Task directions -> Beneath this line is the data. Output exactly the lines from the line with "M275,1169H344L325,1200Z" to the line with "M2212,893L2236,910", both ends included, and nothing more.

Study material ->
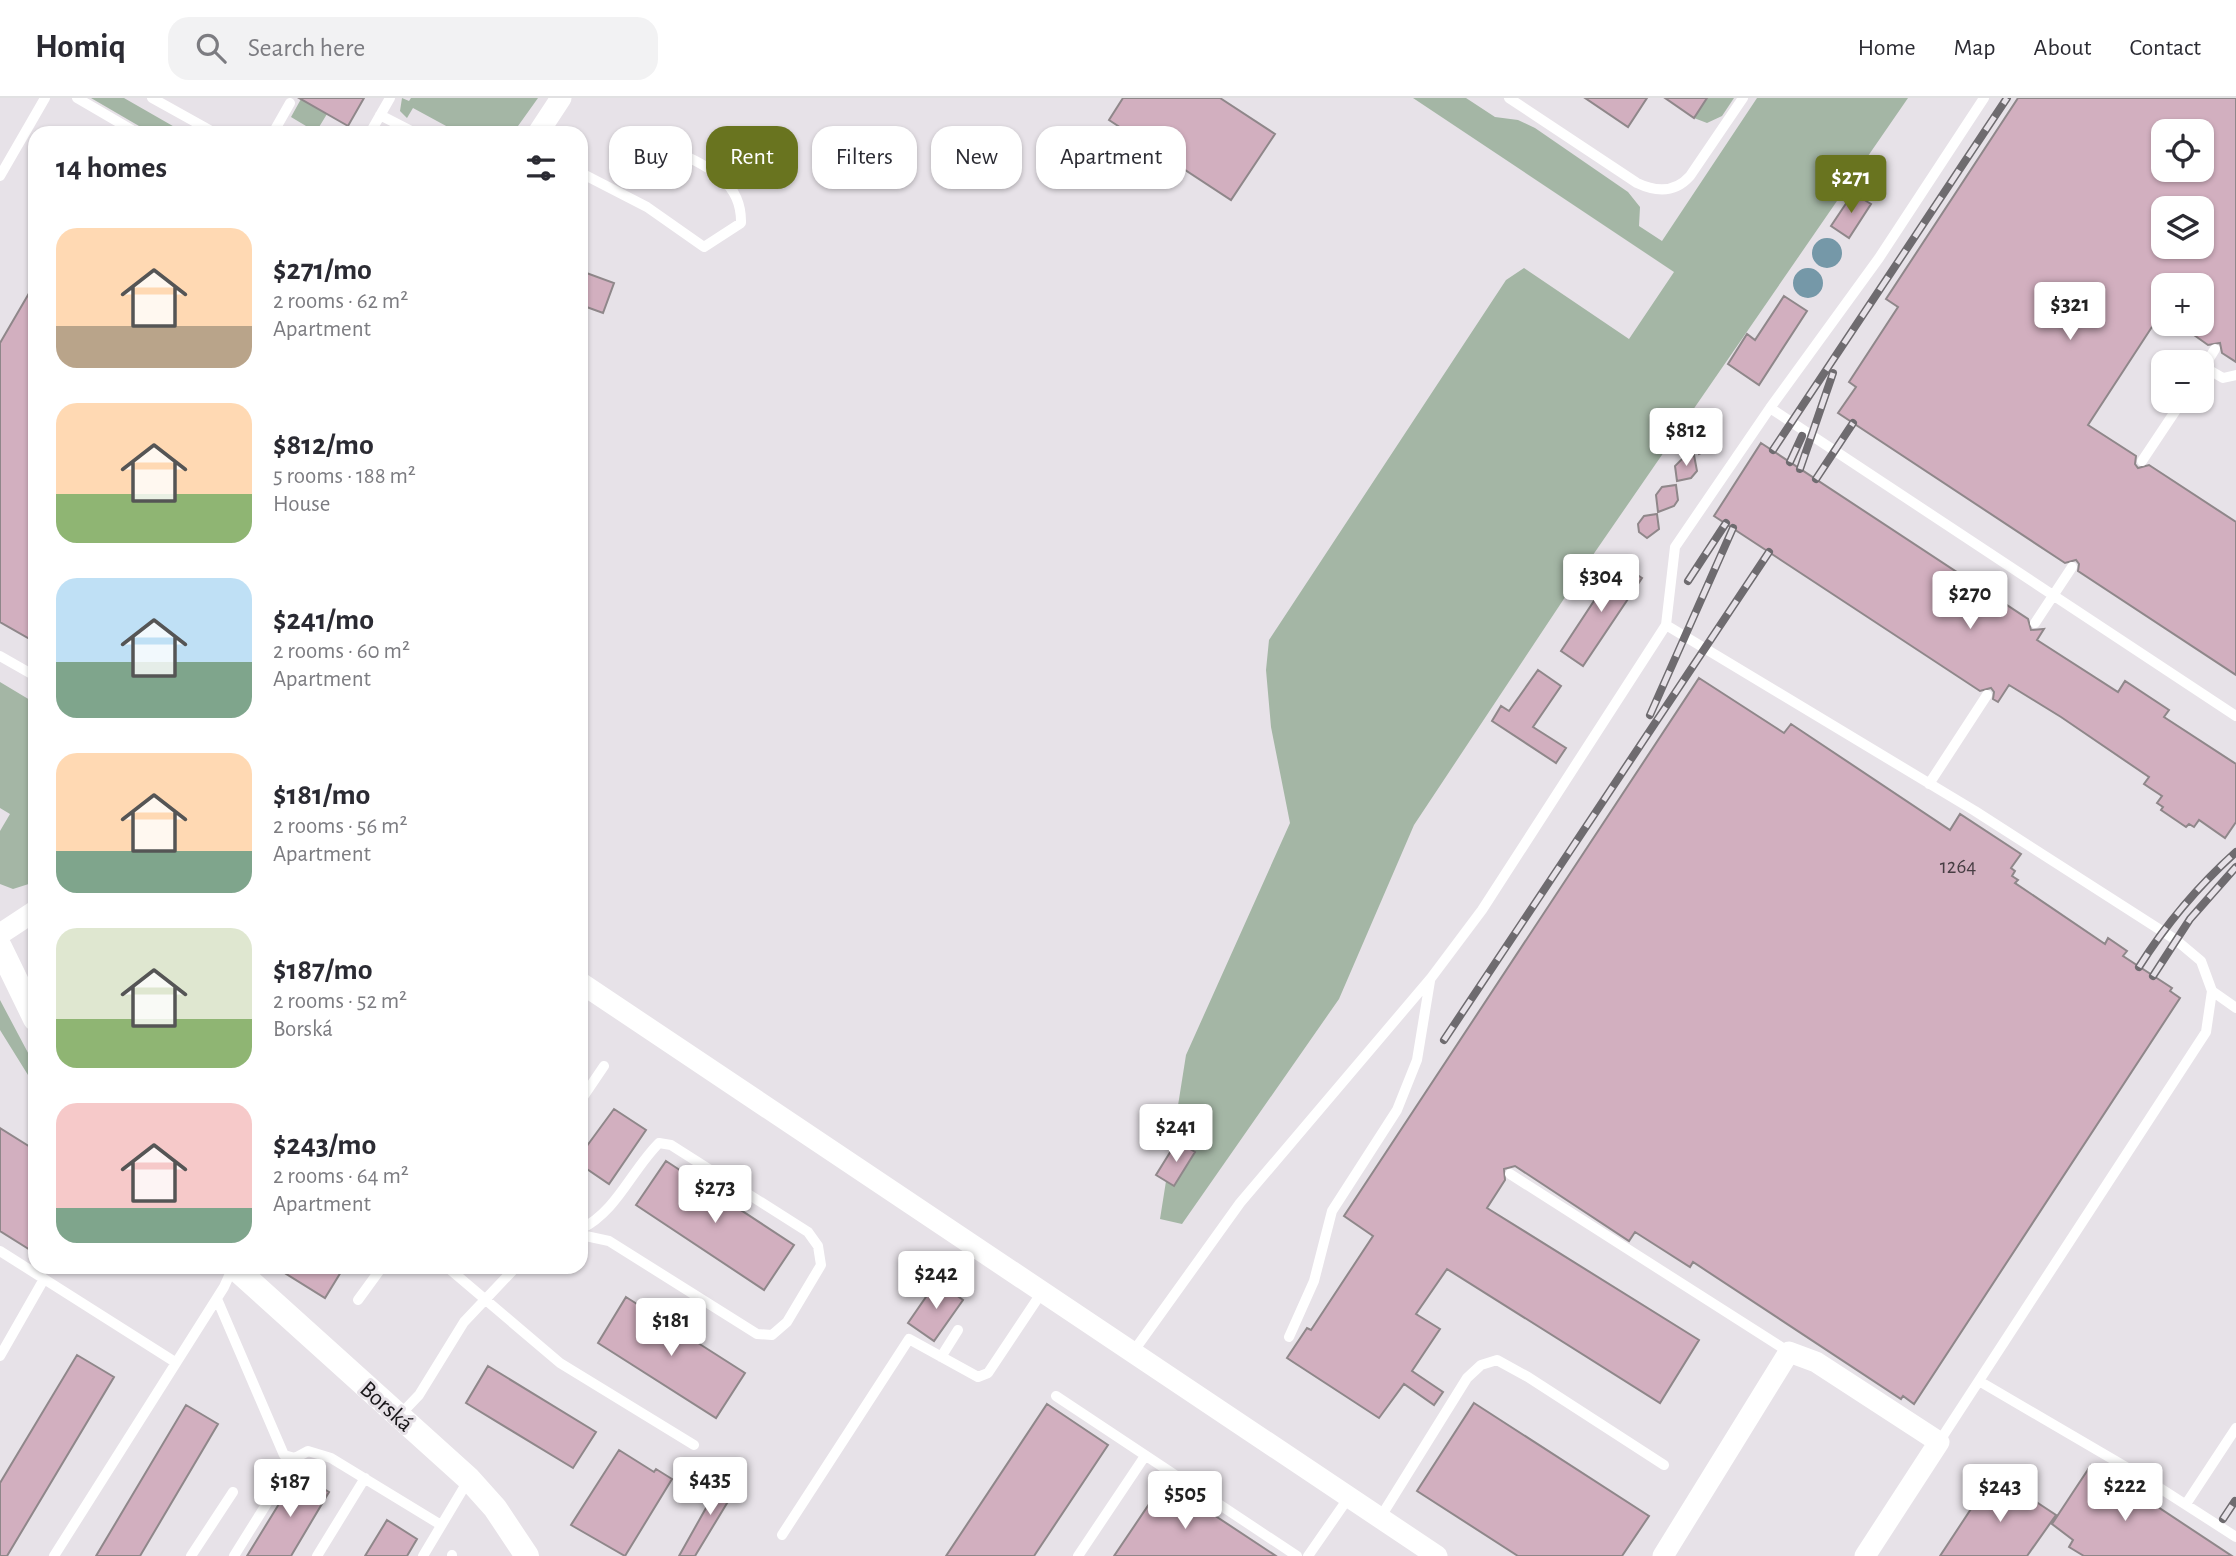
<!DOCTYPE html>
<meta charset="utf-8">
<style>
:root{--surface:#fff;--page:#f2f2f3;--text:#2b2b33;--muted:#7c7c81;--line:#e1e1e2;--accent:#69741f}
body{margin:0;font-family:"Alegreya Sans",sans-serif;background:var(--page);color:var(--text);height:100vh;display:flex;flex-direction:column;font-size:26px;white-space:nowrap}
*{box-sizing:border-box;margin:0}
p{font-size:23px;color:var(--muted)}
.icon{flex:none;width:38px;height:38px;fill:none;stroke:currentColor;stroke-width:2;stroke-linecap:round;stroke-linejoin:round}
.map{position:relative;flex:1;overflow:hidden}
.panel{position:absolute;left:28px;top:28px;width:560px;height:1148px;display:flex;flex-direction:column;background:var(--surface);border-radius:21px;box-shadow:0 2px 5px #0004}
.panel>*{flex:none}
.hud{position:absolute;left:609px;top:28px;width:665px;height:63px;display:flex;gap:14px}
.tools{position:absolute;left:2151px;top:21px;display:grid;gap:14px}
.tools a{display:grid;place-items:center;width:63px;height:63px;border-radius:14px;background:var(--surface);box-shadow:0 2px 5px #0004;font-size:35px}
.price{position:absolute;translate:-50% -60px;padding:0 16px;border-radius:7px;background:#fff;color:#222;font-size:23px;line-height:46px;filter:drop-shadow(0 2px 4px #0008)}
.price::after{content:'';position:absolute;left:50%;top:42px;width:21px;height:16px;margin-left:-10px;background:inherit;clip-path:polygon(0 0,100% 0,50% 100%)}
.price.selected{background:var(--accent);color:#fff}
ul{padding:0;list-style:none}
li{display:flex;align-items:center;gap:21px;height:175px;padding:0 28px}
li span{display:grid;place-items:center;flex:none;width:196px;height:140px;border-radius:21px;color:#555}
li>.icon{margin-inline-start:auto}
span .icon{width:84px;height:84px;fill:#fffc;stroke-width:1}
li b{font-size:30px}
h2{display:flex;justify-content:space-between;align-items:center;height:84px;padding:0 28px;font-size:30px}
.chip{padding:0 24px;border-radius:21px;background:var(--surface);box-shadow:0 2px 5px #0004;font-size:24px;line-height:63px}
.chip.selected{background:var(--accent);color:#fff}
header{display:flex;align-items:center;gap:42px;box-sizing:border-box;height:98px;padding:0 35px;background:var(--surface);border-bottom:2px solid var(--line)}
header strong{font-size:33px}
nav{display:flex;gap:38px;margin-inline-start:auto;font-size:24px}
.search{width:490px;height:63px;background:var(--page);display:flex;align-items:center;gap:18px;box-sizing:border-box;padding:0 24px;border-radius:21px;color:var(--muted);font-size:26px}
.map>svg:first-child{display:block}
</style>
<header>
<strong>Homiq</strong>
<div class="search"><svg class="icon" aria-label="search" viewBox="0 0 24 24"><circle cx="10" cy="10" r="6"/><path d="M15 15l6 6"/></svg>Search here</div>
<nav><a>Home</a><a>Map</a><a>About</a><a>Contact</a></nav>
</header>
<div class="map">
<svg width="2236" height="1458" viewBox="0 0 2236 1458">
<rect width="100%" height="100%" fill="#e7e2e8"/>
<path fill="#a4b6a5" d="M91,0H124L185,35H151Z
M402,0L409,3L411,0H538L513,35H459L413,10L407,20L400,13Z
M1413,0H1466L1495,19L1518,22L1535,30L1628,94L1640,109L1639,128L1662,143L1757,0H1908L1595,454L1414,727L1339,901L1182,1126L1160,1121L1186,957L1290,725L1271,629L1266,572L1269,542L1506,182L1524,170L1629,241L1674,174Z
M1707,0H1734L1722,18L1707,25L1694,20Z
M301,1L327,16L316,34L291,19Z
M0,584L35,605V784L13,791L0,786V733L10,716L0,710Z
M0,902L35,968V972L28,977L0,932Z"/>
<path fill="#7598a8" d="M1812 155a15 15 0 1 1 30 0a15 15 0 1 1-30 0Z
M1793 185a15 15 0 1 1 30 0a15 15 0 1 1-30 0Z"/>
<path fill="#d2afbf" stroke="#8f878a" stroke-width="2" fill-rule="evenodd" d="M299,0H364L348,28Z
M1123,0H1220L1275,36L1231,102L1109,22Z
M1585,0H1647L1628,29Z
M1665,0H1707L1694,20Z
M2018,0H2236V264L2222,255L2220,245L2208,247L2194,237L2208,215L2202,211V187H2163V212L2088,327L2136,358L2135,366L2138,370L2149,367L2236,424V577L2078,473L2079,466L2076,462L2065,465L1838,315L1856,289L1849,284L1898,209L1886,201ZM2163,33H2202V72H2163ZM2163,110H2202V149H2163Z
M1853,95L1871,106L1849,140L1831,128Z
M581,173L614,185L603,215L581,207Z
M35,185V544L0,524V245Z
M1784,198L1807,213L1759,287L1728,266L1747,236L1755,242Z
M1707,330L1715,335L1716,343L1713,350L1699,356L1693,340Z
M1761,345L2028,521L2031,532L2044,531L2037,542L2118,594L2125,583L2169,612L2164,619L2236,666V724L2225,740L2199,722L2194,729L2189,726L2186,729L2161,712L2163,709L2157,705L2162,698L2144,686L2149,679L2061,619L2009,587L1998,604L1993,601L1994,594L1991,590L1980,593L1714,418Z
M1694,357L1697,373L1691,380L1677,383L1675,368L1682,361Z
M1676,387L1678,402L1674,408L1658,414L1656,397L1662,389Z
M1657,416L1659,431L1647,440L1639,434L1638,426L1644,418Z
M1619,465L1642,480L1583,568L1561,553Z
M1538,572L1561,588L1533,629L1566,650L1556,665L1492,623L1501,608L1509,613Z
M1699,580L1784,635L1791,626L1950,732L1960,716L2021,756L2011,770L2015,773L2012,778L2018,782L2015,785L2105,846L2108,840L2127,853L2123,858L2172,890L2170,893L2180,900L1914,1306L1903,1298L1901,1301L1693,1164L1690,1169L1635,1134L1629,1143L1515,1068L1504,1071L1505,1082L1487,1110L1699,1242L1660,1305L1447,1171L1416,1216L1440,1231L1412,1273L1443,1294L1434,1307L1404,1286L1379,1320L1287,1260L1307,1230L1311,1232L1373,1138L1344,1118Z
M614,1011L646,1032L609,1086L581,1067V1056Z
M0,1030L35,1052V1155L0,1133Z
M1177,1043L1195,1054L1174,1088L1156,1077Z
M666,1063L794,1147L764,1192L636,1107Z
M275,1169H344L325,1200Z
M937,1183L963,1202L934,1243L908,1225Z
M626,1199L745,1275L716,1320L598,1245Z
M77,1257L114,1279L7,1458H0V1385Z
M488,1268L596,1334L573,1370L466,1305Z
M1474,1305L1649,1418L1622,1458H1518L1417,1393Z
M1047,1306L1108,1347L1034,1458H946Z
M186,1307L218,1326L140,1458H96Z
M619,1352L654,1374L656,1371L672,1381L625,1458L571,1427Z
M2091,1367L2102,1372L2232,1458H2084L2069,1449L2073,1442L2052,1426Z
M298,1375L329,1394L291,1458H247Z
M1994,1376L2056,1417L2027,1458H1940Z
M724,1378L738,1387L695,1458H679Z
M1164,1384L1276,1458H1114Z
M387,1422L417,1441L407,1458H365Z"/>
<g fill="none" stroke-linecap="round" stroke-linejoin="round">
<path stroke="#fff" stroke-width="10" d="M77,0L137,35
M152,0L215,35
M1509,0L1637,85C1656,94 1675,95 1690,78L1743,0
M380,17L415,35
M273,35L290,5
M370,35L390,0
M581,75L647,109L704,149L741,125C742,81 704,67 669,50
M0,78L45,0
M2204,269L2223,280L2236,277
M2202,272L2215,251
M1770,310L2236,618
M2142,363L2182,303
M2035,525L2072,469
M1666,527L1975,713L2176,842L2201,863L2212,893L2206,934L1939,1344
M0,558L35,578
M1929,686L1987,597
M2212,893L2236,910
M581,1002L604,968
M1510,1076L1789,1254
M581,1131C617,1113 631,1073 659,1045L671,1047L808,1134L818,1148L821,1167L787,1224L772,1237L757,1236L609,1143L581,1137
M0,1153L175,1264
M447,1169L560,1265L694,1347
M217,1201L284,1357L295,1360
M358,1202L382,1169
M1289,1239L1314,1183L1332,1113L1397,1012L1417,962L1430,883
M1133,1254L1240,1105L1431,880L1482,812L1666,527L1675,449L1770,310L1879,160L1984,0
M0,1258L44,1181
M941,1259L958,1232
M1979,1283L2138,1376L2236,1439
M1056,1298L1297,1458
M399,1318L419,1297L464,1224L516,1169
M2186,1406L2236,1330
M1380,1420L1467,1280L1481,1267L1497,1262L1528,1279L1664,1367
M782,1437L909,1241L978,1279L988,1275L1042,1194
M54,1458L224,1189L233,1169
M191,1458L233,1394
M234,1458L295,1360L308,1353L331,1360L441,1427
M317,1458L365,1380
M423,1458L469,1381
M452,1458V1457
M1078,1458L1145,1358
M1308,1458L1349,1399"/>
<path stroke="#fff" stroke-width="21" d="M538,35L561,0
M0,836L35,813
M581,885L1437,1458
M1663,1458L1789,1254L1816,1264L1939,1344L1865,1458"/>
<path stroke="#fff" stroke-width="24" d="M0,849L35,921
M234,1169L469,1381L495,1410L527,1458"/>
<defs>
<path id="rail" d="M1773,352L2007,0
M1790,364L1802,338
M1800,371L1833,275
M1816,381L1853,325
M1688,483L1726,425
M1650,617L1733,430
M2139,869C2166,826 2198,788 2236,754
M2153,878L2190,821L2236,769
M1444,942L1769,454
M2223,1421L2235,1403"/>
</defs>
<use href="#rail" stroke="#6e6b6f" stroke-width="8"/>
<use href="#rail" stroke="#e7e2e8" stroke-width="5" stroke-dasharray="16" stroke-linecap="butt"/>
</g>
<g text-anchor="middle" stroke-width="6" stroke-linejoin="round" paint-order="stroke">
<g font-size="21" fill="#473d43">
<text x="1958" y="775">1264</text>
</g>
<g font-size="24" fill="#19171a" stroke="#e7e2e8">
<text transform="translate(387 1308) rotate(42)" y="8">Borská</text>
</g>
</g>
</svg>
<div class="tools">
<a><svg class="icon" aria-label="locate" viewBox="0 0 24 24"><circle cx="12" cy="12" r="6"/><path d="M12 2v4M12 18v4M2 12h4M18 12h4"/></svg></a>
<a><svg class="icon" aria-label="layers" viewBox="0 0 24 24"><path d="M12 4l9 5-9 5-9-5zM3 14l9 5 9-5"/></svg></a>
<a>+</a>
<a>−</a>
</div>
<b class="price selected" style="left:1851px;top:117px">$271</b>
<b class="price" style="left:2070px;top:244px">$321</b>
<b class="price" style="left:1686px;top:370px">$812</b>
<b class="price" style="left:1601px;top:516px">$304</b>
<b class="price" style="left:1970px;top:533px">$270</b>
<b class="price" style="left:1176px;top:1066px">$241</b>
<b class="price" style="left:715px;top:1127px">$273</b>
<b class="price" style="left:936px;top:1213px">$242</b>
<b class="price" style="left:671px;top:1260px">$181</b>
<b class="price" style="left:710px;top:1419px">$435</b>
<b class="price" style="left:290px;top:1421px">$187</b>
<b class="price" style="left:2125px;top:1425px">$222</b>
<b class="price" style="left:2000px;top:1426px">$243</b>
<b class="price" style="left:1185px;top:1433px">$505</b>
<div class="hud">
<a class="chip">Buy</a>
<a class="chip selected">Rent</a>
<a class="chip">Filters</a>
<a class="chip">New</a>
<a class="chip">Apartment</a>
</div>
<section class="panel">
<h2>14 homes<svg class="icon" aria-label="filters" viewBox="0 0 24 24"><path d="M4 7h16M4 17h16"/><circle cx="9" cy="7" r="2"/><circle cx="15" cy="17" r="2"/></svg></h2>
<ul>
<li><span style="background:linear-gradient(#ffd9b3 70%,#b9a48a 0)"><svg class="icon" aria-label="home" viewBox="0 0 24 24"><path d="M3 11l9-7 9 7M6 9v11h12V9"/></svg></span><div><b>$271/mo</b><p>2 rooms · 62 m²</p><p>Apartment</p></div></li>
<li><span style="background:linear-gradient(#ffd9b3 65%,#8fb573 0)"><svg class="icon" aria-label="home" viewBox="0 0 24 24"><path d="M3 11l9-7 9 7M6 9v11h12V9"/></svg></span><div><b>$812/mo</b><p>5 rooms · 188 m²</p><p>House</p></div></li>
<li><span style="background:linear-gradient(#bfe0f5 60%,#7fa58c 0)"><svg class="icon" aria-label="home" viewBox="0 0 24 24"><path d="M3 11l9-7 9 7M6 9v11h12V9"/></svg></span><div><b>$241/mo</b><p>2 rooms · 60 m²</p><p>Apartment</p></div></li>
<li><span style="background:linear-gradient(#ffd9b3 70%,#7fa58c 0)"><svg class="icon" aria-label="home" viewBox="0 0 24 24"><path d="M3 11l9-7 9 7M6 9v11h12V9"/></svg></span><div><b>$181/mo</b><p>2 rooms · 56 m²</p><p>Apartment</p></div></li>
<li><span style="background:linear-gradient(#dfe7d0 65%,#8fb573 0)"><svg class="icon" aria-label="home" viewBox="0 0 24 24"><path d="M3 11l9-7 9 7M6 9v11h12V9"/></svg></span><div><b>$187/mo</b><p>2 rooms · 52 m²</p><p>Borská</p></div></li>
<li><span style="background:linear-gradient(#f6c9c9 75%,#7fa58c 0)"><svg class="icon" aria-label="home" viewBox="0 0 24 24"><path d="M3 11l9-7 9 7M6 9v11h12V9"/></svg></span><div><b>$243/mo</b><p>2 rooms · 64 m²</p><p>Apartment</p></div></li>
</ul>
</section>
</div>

Written response ->
M275,1169H344L325,1200Z
M937,1183L963,1202L934,1243L908,1225Z
M626,1199L745,1275L716,1320L598,1245Z
M77,1257L114,1279L7,1458H0V1385Z
M488,1268L596,1334L573,1370L466,1305Z
M1474,1305L1649,1418L1622,1458H1518L1417,1393Z
M1047,1306L1108,1347L1034,1458H946Z
M186,1307L218,1326L140,1458H96Z
M619,1352L654,1374L656,1371L672,1381L625,1458L571,1427Z
M2091,1367L2102,1372L2232,1458H2084L2069,1449L2073,1442L2052,1426Z
M298,1375L329,1394L291,1458H247Z
M1994,1376L2056,1417L2027,1458H1940Z
M724,1378L738,1387L695,1458H679Z
M1164,1384L1276,1458H1114Z
M387,1422L417,1441L407,1458H365Z"/>
<g fill="none" stroke-linecap="round" stroke-linejoin="round">
<path stroke="#fff" stroke-width="10" d="M77,0L137,35
M152,0L215,35
M1509,0L1637,85C1656,94 1675,95 1690,78L1743,0
M380,17L415,35
M273,35L290,5
M370,35L390,0
M581,75L647,109L704,149L741,125C742,81 704,67 669,50
M0,78L45,0
M2204,269L2223,280L2236,277
M2202,272L2215,251
M1770,310L2236,618
M2142,363L2182,303
M2035,525L2072,469
M1666,527L1975,713L2176,842L2201,863L2212,893L2206,934L1939,1344
M0,558L35,578
M1929,686L1987,597
M2212,893L2236,910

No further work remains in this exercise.